Massachusetts + OpenDocument

Recently there's been a lot of negative press over Massachusetts' proposed new policy to mandate OpenDocument file formats. Of course some argue it has the potential to change the world.


A little history...
It is truely phenomenal to watch technologies change and grow. In the late 80's and early 90's it was quite common to have text files which could be opened by any application.

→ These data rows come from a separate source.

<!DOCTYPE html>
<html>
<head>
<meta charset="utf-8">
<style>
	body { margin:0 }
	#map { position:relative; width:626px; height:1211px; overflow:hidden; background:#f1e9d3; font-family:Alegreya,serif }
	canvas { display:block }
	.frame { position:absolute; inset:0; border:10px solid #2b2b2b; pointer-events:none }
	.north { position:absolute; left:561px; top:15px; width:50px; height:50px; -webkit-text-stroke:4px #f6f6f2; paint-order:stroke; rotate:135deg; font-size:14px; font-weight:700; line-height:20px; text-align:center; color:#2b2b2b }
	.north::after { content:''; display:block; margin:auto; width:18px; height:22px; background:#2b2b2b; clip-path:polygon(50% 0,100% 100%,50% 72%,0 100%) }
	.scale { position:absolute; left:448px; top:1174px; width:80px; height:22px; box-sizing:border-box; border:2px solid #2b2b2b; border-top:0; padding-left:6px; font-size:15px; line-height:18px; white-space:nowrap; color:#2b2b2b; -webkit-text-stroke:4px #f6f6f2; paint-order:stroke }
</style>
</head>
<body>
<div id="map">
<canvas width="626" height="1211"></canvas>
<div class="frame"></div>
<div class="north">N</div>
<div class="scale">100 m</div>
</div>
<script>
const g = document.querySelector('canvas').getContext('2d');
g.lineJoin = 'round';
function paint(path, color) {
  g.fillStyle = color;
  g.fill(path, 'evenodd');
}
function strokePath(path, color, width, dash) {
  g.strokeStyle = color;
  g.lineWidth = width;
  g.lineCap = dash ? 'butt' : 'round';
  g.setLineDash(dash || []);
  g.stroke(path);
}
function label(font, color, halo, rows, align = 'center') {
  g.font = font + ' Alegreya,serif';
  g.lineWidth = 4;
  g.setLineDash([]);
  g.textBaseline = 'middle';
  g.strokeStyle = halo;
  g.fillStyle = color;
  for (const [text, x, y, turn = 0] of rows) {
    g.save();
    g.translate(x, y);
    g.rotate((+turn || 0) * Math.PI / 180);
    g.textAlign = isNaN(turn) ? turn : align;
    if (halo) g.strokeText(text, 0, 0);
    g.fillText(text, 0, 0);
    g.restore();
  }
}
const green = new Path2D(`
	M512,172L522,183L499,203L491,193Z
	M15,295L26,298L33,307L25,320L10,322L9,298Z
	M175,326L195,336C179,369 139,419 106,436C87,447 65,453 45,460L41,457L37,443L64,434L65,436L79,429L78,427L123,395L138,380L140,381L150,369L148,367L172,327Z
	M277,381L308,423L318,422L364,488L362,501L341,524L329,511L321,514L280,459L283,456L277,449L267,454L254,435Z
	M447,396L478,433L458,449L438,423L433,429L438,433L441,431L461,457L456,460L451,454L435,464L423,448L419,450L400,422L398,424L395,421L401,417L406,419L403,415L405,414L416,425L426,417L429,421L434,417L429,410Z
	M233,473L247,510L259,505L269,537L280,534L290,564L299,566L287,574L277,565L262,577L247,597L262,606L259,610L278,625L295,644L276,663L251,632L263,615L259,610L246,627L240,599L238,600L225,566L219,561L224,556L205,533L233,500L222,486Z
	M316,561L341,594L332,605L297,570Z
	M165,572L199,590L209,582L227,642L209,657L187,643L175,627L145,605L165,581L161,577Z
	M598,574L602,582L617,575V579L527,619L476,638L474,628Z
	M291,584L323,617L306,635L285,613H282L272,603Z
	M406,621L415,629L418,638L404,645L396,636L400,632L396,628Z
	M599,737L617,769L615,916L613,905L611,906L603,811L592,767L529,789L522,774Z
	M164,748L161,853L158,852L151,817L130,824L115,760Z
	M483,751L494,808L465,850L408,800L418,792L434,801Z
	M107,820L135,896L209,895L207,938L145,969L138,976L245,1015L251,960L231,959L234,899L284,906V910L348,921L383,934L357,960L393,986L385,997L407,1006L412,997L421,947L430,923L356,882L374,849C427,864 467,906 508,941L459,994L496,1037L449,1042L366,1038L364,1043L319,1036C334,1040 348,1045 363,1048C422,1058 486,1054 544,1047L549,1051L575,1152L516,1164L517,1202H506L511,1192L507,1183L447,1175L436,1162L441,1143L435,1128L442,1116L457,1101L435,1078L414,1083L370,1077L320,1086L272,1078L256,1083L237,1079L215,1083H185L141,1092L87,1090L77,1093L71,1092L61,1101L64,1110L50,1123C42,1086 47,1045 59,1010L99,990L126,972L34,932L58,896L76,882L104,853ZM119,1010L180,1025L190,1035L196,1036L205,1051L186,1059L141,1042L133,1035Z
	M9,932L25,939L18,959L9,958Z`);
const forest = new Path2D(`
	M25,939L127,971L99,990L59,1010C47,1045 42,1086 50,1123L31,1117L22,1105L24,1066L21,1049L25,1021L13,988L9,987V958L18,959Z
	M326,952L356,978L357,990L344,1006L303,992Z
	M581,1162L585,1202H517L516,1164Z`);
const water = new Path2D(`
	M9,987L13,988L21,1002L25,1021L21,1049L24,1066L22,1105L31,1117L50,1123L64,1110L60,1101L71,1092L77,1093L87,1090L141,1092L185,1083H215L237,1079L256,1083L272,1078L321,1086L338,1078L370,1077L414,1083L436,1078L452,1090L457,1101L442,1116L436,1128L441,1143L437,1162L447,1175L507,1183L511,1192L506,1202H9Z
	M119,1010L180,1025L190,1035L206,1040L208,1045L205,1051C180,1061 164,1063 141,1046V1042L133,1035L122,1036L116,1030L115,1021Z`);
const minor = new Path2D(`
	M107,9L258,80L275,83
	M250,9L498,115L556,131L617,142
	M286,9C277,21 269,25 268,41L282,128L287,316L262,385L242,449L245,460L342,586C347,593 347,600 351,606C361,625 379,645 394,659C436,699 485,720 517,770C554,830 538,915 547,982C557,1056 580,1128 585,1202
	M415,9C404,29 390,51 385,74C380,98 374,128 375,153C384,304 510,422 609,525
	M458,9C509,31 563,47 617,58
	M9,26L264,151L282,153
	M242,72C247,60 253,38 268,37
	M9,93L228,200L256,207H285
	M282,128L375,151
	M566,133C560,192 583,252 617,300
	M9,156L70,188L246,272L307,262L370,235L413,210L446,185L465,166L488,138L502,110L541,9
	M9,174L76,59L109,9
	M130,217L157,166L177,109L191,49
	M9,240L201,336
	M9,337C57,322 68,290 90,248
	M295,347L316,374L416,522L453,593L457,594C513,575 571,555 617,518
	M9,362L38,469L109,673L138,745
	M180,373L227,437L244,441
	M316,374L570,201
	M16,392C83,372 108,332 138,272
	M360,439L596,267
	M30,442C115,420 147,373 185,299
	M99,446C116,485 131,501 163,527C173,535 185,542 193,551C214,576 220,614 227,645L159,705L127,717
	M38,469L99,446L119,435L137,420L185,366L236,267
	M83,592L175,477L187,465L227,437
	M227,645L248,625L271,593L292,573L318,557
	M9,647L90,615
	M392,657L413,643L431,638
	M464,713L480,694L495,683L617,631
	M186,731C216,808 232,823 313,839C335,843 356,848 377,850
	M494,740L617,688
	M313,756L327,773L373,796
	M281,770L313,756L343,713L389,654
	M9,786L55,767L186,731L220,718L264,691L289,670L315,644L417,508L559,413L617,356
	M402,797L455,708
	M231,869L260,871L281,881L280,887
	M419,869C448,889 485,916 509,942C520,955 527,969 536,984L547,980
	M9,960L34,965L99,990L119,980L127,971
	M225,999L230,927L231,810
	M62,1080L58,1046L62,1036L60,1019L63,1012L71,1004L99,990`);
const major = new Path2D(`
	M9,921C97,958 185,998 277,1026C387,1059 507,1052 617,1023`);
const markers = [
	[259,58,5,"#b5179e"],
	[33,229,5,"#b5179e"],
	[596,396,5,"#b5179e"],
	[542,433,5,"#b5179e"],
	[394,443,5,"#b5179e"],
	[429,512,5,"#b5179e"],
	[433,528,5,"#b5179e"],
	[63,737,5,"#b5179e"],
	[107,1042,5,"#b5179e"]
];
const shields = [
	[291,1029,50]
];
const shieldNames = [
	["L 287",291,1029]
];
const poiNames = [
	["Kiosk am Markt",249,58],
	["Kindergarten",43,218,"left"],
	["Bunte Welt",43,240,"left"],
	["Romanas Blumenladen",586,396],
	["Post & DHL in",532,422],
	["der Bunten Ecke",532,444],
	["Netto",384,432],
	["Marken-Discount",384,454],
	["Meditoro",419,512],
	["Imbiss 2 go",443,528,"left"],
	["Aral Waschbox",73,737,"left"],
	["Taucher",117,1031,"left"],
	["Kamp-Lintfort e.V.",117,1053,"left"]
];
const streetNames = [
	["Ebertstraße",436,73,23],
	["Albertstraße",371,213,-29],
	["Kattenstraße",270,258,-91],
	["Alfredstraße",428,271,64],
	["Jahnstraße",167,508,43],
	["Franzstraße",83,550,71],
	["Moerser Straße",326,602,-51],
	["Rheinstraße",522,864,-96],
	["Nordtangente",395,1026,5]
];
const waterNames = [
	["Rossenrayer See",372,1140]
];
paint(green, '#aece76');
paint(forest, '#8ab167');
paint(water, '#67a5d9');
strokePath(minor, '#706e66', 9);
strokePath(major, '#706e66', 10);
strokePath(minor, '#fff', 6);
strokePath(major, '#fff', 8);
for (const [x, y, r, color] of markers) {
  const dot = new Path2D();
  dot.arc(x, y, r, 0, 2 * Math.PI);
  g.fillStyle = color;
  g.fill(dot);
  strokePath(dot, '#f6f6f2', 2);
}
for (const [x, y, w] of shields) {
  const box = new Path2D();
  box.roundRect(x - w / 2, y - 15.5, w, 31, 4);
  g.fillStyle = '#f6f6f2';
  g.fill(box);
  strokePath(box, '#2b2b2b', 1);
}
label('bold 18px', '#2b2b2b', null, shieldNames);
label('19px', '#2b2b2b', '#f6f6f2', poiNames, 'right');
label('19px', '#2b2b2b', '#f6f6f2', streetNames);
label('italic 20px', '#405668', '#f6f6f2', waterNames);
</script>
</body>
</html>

So too, many word processing applications (yes back then there were quite a few to choose from) had export/import functionality to support moving documents between them. But as Microsoft has thoroughly dominated the desktop space, however, it's Microsoft Word document format has become the de facto standard.

For most of the 90's and early 2000's, there wasn't a tremendous amount of debate over this. Office was available for the Macintosh, and folks using Operating Systems outside these two were a tiny minority. There was however, a consistent, and prevalent interest in using PDF files as the internet standard for documents downloadable off of websites, and in particular government websites, such as the IRS have always used that format for forms and instruction books.


OpenDocument is basically a XML based standard to describe and represent the formating in a word processing document.


So it is certainly encouraging to see real debate about these Open Standards, which in the long run would help consumers, and provide a more level playing field at least in the realm of Office applications.


It seems apt to quote a bit of Malcolm Gladwell here:

"People don't change when you tell them there is a better option. They change when they conclude that they have no other option."